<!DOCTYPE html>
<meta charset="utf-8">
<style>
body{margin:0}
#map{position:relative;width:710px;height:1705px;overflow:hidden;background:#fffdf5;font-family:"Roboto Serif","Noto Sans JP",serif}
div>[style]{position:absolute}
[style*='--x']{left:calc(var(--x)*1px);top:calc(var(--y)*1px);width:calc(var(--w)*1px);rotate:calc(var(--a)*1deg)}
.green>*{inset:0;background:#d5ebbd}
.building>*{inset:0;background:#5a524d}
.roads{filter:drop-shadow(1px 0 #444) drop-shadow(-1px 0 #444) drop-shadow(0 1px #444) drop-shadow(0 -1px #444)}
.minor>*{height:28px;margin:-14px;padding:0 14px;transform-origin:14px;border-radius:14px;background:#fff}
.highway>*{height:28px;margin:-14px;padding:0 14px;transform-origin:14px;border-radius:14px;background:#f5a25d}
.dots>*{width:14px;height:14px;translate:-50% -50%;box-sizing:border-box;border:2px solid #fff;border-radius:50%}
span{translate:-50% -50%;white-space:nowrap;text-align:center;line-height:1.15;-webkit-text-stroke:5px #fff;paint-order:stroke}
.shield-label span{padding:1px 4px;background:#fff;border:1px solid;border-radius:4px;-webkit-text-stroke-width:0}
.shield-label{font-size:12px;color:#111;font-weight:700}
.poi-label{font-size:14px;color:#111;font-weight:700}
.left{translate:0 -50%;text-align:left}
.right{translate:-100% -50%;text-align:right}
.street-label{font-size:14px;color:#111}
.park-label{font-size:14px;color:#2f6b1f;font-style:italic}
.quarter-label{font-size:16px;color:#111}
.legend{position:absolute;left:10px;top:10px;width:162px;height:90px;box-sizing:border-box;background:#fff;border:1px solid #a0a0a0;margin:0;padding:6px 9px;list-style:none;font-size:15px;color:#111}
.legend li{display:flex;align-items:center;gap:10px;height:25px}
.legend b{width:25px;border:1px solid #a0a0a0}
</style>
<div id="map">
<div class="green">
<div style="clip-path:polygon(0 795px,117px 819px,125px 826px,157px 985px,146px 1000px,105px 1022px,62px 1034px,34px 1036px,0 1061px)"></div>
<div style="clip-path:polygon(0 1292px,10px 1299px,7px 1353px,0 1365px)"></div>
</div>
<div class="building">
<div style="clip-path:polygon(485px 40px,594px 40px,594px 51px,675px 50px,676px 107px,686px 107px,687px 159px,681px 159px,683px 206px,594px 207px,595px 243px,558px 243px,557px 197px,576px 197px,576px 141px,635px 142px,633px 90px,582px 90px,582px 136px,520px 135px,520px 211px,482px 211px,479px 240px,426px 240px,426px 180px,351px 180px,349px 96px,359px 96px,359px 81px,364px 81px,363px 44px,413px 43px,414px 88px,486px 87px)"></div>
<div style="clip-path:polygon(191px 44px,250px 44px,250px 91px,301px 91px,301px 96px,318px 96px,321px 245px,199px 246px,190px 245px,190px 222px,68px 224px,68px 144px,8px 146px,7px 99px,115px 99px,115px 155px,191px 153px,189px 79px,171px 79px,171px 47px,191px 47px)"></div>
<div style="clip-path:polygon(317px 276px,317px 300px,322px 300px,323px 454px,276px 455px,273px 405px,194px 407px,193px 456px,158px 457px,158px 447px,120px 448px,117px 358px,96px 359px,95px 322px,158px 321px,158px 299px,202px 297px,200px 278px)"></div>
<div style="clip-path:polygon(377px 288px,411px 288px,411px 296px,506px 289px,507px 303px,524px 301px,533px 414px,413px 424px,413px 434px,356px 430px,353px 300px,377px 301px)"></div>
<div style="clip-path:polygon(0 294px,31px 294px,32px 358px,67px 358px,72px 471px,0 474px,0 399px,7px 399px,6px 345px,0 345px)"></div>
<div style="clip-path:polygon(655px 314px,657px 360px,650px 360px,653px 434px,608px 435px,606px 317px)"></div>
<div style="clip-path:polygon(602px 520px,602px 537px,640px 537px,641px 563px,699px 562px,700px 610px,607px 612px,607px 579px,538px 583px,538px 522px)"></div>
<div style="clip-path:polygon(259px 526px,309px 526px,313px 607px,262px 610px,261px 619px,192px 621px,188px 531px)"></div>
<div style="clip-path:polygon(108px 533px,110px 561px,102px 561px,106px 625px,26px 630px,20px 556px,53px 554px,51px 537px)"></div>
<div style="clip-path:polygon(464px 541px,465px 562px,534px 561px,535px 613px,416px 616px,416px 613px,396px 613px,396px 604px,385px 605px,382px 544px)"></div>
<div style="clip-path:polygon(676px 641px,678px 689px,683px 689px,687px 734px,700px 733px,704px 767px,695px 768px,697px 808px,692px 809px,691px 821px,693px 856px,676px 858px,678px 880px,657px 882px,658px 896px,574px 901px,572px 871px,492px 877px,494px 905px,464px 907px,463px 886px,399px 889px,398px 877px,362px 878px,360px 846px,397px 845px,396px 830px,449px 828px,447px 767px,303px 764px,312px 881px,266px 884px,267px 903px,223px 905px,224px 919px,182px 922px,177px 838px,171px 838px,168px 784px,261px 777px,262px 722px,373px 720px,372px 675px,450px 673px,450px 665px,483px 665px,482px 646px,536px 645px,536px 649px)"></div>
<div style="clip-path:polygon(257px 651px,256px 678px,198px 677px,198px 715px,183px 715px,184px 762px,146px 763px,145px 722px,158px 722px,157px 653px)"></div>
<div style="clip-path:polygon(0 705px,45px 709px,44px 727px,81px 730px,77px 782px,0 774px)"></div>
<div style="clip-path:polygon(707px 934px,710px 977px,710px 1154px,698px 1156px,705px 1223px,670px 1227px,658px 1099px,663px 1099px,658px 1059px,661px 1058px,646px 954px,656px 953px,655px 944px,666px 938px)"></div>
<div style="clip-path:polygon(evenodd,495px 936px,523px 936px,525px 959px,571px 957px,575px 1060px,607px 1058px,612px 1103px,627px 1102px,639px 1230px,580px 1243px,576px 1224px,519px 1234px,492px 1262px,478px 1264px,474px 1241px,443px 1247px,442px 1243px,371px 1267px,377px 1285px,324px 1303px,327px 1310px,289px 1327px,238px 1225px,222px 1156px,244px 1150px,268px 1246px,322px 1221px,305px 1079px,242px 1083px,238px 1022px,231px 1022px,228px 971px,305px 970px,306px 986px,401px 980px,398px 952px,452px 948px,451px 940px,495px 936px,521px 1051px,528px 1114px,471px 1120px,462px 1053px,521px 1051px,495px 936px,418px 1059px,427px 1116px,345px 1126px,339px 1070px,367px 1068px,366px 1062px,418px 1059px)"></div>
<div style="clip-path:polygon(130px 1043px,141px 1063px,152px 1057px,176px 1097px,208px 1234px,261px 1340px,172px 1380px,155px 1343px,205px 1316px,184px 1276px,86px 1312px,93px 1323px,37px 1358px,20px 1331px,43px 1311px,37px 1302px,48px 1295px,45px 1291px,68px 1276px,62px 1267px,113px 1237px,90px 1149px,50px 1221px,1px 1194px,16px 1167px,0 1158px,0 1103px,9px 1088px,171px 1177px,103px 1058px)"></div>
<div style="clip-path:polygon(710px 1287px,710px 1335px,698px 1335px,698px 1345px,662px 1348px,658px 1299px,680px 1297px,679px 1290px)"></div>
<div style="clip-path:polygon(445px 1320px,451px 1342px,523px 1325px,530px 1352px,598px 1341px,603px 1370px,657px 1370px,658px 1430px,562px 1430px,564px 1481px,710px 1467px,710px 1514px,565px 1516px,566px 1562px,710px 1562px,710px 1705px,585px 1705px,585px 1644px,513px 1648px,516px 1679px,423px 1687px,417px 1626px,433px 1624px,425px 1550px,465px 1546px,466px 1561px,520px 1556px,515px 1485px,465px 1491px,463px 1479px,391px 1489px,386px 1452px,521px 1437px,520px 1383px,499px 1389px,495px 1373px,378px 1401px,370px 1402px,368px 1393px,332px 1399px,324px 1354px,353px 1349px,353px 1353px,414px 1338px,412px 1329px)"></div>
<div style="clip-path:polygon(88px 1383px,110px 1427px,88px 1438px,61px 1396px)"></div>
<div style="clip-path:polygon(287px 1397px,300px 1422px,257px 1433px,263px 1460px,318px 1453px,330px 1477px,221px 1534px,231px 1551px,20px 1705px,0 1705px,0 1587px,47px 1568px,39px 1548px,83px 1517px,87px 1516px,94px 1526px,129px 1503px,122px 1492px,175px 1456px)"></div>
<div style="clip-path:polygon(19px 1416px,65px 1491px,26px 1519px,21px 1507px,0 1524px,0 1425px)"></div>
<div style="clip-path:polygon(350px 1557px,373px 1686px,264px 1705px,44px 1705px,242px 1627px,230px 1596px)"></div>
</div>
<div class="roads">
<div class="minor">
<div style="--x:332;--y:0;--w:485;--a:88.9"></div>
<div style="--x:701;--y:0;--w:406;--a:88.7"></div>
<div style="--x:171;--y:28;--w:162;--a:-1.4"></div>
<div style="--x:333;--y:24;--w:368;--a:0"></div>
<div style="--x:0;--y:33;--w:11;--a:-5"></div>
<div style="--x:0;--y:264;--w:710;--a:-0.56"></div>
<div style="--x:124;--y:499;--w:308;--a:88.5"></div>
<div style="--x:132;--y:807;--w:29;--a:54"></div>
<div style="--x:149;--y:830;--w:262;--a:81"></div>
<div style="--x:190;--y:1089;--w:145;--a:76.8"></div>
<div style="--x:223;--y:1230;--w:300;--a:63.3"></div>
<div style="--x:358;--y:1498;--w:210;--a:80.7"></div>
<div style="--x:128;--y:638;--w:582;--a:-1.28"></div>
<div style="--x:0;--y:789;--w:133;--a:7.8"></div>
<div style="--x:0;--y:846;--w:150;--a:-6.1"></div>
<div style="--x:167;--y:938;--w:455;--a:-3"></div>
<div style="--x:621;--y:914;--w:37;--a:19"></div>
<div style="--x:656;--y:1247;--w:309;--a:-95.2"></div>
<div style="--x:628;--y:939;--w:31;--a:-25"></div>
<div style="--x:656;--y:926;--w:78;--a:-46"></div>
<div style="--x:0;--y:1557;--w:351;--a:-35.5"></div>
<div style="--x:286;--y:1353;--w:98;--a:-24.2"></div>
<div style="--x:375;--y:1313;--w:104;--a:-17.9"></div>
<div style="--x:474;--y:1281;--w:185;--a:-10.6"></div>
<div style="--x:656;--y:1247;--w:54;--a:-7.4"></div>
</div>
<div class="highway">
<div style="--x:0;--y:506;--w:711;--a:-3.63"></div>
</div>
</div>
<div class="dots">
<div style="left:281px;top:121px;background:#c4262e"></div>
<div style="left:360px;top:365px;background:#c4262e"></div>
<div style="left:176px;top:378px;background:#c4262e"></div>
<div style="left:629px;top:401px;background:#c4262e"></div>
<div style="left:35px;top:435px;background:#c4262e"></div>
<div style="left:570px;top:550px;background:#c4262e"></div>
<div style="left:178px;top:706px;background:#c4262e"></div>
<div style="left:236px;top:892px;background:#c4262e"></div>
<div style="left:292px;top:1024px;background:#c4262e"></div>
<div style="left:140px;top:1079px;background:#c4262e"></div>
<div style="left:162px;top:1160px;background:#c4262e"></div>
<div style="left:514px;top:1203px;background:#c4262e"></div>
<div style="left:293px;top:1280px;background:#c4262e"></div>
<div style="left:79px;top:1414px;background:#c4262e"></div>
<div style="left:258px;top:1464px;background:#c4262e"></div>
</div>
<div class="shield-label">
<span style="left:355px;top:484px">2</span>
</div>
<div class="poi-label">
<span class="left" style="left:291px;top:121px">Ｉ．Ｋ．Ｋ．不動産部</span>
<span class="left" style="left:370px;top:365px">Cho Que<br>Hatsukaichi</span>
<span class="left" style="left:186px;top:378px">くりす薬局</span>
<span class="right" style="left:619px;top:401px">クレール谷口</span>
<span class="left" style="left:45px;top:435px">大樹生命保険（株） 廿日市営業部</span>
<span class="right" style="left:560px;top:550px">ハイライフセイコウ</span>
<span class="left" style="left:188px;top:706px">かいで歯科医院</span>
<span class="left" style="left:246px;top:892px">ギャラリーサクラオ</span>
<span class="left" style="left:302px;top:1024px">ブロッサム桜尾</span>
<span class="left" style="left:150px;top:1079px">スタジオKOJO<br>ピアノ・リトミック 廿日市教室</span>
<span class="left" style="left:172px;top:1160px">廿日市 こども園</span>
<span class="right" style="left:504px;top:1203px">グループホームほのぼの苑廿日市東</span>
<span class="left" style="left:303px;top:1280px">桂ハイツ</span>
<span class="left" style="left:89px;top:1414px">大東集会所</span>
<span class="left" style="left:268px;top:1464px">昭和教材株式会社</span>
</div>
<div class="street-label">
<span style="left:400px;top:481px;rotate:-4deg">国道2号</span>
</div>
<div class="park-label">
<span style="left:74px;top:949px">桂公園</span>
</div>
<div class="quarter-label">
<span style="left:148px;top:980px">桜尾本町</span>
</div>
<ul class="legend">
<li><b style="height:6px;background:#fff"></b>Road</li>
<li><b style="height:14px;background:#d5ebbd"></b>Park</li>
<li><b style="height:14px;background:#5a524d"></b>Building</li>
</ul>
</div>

# # # # # # #

▶ [WORK REQUEST] What is the number of lines above that contain "weight"? Answer with that number only.

▶ [SOLUTION FOR THIS PROBLEM] 2